De la casa a la sala cuna: 5 claves para un primer día de jardín exitoso y sin traumas
El ingreso a la educación parvularia es un hito emocional tanto para niños como para padres. Expertos entregan recomendaciones basadas en la crianza respetuosa para que este proceso sea una transición tranquila y segura.
El inicio del año escolar trae consigo uno de los desafíos más grandes para las familias: el ingreso de los más pequeños al jardín infantil o sala cuna. Este cambio de entorno, que implica dejar la seguridad del hogar para explorar un espacio nuevo con personas desconocidas, puede generar ansiedad y diversas reacciones en los niños. Según especialistas del programa Fonoinfancia, la clave para que esta trayectoria educativa comience bien es el acompañamiento sensible y la validación de las emociones, tratando al niño siempre como un sujeto de derechos y no solo como un espectador del proceso.

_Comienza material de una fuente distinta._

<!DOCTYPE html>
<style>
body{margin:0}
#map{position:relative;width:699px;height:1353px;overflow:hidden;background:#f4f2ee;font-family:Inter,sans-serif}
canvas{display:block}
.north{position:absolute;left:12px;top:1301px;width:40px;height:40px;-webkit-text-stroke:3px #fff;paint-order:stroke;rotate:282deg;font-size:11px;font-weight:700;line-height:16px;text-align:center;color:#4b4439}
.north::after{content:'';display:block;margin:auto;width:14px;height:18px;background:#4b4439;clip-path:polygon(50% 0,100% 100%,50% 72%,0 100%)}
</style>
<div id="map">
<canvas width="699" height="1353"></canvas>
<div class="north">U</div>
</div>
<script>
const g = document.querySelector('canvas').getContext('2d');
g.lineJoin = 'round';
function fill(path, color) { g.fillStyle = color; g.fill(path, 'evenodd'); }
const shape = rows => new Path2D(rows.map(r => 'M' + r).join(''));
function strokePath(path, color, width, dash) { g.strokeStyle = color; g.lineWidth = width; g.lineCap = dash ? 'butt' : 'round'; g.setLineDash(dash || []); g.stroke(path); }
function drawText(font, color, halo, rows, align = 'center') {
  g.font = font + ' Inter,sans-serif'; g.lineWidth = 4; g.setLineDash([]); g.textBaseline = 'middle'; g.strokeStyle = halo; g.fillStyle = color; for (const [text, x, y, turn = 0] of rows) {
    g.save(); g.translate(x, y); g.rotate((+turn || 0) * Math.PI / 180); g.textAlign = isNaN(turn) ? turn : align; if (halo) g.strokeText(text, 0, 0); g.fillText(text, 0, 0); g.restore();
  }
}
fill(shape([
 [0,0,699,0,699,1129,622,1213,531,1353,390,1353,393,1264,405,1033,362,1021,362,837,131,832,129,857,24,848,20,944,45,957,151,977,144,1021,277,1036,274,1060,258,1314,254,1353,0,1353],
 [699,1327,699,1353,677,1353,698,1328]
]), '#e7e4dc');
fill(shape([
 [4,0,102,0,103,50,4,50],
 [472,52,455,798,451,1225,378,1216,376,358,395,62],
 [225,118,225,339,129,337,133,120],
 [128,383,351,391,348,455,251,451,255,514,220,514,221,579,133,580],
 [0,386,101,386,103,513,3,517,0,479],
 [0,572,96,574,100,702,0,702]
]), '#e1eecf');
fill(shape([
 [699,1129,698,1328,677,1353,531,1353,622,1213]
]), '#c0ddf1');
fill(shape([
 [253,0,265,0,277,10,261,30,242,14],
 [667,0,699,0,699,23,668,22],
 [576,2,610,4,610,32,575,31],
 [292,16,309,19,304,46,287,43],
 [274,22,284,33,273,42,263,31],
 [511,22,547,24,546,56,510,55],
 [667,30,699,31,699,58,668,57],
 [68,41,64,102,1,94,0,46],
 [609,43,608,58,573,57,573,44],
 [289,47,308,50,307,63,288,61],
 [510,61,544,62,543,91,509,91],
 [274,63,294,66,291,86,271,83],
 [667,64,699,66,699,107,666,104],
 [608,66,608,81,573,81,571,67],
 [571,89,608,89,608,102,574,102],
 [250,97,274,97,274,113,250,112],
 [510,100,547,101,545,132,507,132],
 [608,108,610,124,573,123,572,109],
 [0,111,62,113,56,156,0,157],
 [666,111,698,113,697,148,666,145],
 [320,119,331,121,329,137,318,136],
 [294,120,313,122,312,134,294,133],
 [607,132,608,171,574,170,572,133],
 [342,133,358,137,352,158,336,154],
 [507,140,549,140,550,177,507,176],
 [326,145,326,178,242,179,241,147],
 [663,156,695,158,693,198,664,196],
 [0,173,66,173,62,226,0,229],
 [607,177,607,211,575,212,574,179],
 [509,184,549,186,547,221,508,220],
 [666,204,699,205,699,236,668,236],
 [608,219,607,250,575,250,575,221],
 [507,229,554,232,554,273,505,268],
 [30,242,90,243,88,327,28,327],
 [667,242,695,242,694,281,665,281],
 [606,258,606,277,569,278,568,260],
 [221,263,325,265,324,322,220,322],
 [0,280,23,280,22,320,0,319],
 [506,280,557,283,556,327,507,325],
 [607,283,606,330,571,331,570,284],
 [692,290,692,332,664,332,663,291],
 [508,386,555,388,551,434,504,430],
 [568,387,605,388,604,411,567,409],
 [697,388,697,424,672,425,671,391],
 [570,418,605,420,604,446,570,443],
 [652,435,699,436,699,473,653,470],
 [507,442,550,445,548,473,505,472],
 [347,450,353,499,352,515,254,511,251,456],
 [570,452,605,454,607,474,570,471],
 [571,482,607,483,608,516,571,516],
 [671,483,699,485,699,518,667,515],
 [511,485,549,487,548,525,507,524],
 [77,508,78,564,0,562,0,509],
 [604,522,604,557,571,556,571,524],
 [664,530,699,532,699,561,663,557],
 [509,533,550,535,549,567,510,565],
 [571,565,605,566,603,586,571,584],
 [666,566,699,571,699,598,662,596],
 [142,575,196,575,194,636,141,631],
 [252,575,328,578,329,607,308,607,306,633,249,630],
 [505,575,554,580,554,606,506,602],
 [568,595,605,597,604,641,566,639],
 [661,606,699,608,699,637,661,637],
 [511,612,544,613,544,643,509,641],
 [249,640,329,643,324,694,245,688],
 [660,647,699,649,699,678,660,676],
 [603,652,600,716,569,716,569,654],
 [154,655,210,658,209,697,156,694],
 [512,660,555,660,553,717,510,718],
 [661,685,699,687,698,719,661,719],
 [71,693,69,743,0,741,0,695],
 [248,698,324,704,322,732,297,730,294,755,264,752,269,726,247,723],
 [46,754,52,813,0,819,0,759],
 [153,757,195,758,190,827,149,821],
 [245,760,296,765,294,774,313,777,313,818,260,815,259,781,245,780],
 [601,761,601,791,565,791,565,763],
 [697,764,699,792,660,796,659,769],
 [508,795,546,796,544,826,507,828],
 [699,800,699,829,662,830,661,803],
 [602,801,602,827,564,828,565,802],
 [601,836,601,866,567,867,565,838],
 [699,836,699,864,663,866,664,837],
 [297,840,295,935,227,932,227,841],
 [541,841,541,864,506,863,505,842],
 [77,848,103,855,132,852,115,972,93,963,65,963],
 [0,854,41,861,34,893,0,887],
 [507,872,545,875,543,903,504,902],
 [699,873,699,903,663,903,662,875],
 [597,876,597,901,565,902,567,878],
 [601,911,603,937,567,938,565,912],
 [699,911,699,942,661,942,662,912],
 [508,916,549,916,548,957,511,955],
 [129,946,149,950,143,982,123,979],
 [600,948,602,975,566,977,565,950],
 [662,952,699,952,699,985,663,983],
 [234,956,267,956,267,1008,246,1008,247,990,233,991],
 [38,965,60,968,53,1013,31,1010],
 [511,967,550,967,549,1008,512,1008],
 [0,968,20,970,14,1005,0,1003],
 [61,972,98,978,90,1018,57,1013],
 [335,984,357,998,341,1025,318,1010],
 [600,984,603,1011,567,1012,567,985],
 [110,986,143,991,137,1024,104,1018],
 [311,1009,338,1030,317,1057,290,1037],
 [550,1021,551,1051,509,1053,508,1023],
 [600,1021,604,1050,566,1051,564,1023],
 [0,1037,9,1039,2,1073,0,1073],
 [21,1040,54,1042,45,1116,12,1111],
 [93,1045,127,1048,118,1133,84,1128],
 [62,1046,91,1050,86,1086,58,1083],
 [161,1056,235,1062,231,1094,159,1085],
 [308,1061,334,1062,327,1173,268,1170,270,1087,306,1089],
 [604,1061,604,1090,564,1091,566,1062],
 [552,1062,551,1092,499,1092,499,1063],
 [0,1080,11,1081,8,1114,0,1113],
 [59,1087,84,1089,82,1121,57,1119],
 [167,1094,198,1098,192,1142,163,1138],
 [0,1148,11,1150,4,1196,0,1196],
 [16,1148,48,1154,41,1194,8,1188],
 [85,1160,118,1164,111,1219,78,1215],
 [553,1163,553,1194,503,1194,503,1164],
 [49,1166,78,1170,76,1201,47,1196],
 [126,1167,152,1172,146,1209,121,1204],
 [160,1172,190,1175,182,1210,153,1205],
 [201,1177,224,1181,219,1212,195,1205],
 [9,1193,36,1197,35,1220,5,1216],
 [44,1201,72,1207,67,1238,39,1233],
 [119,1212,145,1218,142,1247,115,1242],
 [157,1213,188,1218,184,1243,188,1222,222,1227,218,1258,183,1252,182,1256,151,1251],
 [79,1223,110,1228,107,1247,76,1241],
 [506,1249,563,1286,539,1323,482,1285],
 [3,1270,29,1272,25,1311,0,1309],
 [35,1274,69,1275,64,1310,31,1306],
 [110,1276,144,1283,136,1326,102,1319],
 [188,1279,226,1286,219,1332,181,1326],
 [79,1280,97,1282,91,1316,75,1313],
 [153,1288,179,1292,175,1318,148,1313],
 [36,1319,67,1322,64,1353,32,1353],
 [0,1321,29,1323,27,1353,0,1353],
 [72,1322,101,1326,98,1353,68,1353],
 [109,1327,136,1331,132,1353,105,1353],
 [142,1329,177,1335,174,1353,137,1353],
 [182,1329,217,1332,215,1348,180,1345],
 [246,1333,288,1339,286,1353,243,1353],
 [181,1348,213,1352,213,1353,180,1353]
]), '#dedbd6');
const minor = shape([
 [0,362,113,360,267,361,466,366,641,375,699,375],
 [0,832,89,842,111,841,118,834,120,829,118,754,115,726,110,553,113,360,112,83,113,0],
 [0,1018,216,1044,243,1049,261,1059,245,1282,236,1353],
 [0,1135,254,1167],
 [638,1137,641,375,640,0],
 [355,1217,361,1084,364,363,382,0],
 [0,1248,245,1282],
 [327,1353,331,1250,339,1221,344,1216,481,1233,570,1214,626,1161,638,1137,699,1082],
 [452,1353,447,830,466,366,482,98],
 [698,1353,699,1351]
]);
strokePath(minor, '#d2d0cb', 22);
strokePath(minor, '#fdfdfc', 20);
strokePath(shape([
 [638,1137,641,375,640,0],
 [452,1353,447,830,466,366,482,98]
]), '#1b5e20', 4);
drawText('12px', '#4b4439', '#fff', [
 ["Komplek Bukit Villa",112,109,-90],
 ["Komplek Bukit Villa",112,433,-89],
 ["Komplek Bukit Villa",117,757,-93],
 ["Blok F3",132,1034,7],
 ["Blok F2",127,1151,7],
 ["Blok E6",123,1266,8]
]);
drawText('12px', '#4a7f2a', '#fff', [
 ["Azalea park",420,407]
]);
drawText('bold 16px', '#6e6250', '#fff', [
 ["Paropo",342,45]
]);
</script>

La preparación debe comenzar antes de llegar a la puerta del establecimiento. La anticipación es fundamental: explicarles de forma clara quiénes estarán allí, qué actividades realizarán y, lo más importante, asegurarles quién pasará a buscarlos y a qué hora. Durante la despedida, el error más común es intentar escabullirse cuando el niño se distrae. Los expertos advierten que nunca se debe mentir ni irse de forma abrupta, ya que esto rompe la confianza. Una despedida calmada, aunque haya llanto, refuerza la idea de que el jardín es un lugar seguro y que el adulto siempre volverá.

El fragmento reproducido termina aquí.